Point of a Docker Container, for me, would be something I could quickly hand to an employee without them having to set up their environment accommodate my software. Working 100% Intel is, in this respect, a convenience rather than a strict necessity. It‘s a nice convenience.
 
A branch where you change the base image to arm64 in your Dockerfile and using that instead of trying to shoehorn Rosetta or whatever else is going to be easier and better long term.

It frankly shouldn’t even require any changes if you’re using something like Ubuntu or Alpine? All the things you described build on arm64 for years now.
 
Point of a Docker Container, for me, would be something I could quickly hand to an employee without them having to set up their environment accommodate my software. Working 100% Intel is, in this respect, a convenience rather than a strict necessity. It‘s a nice convenience.
Why don't you have two images: an Arm-based image for you and an X86-based image for your employee? You can develop your project using the Arm-based image with devcontainers and ship it on your x86-based image.

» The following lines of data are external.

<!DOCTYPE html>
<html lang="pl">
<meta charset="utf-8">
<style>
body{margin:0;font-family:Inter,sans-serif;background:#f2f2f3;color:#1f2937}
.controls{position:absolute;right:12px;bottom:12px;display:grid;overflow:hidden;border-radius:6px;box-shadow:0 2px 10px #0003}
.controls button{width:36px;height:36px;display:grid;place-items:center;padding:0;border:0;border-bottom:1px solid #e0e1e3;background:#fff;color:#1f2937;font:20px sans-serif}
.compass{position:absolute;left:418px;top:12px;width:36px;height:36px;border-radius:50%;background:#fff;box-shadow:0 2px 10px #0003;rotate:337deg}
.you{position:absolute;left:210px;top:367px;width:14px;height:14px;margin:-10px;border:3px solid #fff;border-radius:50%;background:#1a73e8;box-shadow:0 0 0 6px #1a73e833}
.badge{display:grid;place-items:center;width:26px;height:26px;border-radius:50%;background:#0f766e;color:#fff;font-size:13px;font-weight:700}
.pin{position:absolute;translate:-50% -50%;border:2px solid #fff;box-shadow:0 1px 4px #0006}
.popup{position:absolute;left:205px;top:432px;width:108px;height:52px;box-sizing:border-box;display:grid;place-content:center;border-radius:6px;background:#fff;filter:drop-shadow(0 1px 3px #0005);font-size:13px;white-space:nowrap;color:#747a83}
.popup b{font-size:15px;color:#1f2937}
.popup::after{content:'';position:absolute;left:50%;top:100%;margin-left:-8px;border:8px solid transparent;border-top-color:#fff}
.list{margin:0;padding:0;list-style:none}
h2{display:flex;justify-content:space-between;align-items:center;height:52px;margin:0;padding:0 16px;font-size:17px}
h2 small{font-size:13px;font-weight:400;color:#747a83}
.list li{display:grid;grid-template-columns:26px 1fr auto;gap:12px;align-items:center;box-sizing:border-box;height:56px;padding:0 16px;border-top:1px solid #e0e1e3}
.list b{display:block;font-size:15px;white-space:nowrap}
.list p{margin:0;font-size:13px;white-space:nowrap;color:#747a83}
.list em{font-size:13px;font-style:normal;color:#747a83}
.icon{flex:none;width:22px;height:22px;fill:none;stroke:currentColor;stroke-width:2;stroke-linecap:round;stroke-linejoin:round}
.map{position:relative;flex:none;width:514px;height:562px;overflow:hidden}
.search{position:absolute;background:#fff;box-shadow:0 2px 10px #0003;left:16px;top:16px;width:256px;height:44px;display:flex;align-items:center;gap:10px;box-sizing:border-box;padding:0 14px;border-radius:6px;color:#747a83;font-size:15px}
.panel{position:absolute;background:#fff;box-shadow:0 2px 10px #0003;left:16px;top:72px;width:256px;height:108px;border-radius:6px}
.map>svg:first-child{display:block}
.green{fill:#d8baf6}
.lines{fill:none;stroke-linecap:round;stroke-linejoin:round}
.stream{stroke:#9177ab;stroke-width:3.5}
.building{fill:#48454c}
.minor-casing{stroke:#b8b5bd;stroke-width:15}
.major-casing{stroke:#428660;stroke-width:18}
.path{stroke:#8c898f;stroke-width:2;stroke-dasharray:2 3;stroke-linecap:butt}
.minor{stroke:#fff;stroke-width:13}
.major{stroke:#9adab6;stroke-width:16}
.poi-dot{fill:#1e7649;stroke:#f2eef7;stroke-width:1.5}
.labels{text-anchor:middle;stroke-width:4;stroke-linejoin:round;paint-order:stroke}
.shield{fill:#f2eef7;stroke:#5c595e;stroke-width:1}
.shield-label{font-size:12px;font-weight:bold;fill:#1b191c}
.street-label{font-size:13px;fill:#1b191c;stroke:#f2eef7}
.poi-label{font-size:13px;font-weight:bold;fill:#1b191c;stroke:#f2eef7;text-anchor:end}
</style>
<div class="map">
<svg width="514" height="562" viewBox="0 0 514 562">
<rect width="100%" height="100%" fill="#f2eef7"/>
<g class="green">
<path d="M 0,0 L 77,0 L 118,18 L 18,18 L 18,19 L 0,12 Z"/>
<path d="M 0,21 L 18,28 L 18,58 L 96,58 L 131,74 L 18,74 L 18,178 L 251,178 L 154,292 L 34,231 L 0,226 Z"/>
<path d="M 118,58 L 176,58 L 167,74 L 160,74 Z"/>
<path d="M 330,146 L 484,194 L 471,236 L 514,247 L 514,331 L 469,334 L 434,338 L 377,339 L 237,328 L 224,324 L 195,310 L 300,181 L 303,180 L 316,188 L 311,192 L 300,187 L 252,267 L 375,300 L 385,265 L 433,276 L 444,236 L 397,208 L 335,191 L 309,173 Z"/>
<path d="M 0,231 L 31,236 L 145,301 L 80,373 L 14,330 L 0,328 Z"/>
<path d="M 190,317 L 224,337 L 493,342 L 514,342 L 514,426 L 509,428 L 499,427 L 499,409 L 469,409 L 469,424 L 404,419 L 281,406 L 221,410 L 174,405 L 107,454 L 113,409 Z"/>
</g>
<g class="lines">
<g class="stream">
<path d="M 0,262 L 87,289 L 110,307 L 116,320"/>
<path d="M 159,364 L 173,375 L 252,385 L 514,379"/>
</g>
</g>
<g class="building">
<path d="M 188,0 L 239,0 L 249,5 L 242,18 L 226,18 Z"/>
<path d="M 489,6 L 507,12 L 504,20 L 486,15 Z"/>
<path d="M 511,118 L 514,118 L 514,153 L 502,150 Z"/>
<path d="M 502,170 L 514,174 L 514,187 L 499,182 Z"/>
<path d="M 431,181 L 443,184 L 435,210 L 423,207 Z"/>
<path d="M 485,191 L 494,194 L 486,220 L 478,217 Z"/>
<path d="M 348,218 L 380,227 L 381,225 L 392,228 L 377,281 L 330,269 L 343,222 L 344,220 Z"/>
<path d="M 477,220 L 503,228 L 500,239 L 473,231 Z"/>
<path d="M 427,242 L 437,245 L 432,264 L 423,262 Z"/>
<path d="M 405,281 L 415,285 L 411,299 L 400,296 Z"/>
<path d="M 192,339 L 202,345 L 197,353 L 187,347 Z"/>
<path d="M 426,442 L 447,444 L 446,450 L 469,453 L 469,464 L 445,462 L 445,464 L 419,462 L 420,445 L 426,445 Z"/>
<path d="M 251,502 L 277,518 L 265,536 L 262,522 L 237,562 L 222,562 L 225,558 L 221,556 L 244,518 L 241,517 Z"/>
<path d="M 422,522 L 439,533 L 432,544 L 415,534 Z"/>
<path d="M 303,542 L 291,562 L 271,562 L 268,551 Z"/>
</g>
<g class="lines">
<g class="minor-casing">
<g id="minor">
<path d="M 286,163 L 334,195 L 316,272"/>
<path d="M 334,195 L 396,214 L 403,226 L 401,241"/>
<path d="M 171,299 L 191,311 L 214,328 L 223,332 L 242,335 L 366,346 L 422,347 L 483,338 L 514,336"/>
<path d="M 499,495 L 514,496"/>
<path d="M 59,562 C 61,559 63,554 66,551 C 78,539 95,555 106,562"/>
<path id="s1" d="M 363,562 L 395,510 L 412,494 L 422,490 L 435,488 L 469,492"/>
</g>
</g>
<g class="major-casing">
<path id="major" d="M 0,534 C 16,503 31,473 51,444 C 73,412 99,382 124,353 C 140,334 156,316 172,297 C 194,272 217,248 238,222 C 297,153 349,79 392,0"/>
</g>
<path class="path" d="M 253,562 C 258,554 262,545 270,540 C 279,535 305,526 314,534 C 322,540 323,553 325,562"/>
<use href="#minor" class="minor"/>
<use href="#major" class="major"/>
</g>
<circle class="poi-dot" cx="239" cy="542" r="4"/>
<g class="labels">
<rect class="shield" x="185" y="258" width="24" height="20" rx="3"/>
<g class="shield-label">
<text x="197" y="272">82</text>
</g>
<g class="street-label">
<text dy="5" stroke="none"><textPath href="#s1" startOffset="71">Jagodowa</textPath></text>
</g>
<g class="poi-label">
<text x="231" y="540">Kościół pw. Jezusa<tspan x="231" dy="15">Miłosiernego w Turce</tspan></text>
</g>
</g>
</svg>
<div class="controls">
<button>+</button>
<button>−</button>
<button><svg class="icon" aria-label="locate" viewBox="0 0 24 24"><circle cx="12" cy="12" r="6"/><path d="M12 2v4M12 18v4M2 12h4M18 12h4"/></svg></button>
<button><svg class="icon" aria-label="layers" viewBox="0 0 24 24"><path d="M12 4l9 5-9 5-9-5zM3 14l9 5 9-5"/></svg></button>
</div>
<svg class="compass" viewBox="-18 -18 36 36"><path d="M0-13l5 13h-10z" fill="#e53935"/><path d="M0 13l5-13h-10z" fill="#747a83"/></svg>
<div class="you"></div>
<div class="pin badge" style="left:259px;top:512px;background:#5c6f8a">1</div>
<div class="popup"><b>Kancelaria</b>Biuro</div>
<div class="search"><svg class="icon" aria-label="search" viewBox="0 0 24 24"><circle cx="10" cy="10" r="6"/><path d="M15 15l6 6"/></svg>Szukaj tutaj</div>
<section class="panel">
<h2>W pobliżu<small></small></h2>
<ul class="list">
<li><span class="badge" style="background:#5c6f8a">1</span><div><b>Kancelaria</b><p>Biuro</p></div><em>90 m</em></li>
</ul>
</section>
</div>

Although the main purpose of containers is to use the same image for development and production, you should be fine if you use two different images that have the same dependencies.
 
Rosetta in a Linux VM seems to be a bit hit & miss at the moment. I have a build process that works perfectly on x86 in Docker, but wouldn't work with Rosetta on M2. Some processes wouldn't exit cleanly and became 'zombies' which caused the build to hang, as it was waiting for those processes to complete. So it's still an experimental feature and you may find issues. Or it may work perfectly for your use-case.

But why not just build arm and x86 images from your Dockerfile?
 
Wouldn't an Arm-incompatible dependency be the only good reason not to use an Arm-based image?

I would think certain developers using C, or libraries problematic on ARM, might run into problems. We ran into a bunch of Endian issues when migrating from Solaris/Spark to Linux/Intel (best move we've made). Your average Python/Java/PHP etc. developer wouldn’t have a problem.

Although my software runs perfectly well on macOS, ARM Linux, Intel Linux and Windows, I’ve decided it’s not worth the effort for me to have parallel ARM and Intel containers. Not yet, anyway (some training on our corporate Udemy, first, I think).